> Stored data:
++++

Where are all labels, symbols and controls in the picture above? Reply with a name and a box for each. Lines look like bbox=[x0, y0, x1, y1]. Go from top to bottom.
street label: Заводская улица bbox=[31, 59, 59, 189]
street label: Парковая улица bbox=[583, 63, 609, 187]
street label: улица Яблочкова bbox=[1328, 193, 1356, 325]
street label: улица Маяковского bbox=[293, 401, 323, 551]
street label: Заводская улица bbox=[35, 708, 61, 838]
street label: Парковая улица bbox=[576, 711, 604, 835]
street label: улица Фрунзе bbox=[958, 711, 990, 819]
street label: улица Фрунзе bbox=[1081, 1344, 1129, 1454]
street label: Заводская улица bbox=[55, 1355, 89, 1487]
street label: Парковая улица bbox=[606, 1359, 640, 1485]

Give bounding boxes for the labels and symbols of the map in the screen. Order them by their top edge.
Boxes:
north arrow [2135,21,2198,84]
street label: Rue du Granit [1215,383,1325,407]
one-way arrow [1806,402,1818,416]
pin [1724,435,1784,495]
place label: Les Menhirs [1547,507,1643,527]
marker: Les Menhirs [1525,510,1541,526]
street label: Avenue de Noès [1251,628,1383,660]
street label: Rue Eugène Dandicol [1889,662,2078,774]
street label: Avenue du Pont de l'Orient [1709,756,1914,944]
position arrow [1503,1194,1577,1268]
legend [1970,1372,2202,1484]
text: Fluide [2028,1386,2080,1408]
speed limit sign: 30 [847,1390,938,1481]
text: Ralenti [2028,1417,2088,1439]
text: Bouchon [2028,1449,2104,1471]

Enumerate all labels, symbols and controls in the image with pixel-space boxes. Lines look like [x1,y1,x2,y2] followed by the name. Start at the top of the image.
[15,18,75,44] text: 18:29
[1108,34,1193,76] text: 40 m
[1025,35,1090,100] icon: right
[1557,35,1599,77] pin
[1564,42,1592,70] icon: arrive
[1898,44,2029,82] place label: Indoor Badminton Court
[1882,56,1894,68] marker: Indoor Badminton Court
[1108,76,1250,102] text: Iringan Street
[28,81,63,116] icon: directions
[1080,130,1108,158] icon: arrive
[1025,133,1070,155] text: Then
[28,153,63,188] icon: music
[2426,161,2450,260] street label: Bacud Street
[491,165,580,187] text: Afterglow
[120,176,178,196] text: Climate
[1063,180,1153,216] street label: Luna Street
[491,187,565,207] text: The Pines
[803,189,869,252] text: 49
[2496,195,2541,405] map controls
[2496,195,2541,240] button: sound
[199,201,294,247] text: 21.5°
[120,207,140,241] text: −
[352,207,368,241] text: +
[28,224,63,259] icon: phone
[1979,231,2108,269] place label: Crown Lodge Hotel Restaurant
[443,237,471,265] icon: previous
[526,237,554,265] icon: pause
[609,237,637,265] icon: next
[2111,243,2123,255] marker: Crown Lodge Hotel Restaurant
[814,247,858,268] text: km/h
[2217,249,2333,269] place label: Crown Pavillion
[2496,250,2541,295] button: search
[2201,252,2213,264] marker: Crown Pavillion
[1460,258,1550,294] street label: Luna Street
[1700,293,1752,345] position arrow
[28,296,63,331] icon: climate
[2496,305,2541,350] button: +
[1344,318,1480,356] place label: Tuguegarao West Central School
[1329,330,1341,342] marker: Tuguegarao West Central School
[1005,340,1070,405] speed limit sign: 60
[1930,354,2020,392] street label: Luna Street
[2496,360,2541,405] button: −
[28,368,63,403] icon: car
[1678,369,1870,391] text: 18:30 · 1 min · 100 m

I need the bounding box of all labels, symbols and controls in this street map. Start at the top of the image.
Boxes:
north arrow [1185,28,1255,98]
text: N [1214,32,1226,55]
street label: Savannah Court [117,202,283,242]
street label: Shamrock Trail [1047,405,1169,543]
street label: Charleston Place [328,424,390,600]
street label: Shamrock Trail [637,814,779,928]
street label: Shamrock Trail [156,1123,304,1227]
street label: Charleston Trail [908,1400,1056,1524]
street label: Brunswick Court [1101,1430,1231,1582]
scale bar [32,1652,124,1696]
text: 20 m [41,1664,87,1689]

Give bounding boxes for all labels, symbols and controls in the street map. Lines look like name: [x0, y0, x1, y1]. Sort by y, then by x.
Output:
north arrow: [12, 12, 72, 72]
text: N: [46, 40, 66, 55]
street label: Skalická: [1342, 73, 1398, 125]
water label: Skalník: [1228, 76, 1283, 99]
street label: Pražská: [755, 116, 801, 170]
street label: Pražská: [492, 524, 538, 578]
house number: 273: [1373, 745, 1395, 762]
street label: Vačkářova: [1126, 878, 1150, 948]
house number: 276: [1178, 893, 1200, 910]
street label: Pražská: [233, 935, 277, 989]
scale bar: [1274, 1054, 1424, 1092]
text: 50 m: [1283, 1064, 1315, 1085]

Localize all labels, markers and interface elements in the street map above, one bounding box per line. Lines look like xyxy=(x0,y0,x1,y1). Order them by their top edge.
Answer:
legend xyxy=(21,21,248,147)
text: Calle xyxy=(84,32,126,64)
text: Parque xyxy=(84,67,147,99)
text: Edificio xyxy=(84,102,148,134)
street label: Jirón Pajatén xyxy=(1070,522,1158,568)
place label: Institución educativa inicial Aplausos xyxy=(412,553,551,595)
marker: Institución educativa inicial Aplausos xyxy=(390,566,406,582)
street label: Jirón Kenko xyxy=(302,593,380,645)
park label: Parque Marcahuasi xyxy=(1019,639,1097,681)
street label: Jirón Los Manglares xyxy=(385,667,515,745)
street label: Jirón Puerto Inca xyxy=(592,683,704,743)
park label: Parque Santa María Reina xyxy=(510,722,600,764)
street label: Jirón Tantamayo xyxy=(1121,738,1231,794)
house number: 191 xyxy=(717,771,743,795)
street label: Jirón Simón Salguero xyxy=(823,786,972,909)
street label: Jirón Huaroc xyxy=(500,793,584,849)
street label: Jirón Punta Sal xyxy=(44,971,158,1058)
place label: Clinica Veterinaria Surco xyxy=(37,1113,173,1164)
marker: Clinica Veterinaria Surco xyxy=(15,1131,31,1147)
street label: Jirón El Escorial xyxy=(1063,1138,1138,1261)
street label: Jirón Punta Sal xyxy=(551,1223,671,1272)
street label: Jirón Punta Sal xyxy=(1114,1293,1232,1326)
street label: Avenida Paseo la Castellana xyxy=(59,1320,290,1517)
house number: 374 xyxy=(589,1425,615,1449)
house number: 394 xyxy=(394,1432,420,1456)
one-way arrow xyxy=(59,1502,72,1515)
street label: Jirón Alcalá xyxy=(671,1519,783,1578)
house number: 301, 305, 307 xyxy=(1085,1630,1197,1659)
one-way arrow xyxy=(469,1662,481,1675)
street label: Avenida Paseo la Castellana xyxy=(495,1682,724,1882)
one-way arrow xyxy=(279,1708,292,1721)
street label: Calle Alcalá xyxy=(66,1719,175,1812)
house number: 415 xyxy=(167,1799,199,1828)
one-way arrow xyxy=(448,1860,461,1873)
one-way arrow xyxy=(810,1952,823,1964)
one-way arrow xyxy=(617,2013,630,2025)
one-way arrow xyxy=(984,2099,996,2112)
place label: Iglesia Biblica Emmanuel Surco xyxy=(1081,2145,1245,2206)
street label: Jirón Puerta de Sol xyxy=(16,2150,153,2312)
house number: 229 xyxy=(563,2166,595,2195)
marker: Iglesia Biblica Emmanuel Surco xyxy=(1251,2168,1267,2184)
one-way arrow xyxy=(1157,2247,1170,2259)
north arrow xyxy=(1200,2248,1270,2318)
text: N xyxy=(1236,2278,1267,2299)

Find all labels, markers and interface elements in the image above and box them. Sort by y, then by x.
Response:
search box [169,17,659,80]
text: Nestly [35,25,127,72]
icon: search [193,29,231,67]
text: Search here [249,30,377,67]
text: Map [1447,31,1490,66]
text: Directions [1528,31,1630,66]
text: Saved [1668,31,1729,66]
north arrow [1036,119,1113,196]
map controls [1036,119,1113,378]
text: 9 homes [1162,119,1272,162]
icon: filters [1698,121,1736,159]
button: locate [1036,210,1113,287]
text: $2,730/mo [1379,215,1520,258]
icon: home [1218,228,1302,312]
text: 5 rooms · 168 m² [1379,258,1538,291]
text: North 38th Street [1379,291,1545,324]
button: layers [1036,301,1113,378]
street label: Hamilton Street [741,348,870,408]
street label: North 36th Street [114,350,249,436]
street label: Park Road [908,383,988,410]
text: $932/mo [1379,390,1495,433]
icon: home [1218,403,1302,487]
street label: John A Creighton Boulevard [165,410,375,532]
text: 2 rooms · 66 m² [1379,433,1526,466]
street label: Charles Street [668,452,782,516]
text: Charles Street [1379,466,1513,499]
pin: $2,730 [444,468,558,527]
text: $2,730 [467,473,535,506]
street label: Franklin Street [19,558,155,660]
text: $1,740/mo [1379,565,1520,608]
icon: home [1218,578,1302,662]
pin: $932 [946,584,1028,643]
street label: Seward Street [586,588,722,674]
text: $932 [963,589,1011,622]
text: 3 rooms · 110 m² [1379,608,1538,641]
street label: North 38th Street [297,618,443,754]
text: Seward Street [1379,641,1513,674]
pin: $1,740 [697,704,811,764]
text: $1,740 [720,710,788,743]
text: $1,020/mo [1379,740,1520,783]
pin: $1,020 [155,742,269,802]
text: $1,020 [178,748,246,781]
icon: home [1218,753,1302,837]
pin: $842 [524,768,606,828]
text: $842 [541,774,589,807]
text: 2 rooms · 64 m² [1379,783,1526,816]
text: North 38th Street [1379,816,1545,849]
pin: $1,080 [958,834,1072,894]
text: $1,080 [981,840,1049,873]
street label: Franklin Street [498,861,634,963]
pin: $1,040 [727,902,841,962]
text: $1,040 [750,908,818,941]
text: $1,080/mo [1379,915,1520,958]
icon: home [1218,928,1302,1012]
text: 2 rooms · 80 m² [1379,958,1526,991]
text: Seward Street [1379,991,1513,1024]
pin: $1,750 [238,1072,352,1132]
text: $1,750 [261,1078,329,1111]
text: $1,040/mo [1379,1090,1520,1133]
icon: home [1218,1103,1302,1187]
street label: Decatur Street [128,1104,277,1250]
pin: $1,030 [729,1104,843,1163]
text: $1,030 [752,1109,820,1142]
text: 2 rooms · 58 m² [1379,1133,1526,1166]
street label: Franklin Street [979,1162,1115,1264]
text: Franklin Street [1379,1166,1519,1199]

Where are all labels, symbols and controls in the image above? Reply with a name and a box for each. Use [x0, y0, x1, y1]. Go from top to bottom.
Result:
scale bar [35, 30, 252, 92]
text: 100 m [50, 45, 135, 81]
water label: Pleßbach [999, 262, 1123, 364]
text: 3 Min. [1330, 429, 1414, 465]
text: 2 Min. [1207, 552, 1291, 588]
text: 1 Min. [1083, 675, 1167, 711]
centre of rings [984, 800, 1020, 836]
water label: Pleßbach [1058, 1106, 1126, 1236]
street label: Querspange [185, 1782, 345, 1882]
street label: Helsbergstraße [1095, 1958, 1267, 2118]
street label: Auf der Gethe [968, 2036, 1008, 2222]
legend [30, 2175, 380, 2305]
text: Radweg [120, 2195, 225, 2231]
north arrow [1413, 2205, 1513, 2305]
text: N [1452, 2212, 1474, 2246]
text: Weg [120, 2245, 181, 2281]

++++

> What the task asks: Quote, word for word, every line from the top of the entries through the line that holds "Give bounding boxes for the".

> Exercise result:
Where are all labels, symbols and controls in the picture above? Reply with a name and a box for each. Lines look like bbox=[x0, y0, x1, y1]. Go from top to bottom.
street label: Заводская улица bbox=[31, 59, 59, 189]
street label: Парковая улица bbox=[583, 63, 609, 187]
street label: улица Яблочкова bbox=[1328, 193, 1356, 325]
street label: улица Маяковского bbox=[293, 401, 323, 551]
street label: Заводская улица bbox=[35, 708, 61, 838]
street label: Парковая улица bbox=[576, 711, 604, 835]
street label: улица Фрунзе bbox=[958, 711, 990, 819]
street label: улица Фрунзе bbox=[1081, 1344, 1129, 1454]
street label: Заводская улица bbox=[55, 1355, 89, 1487]
street label: Парковая улица bbox=[606, 1359, 640, 1485]

Give bounding boxes for the labels and symbols of the map in the screen. Order them by their top edge.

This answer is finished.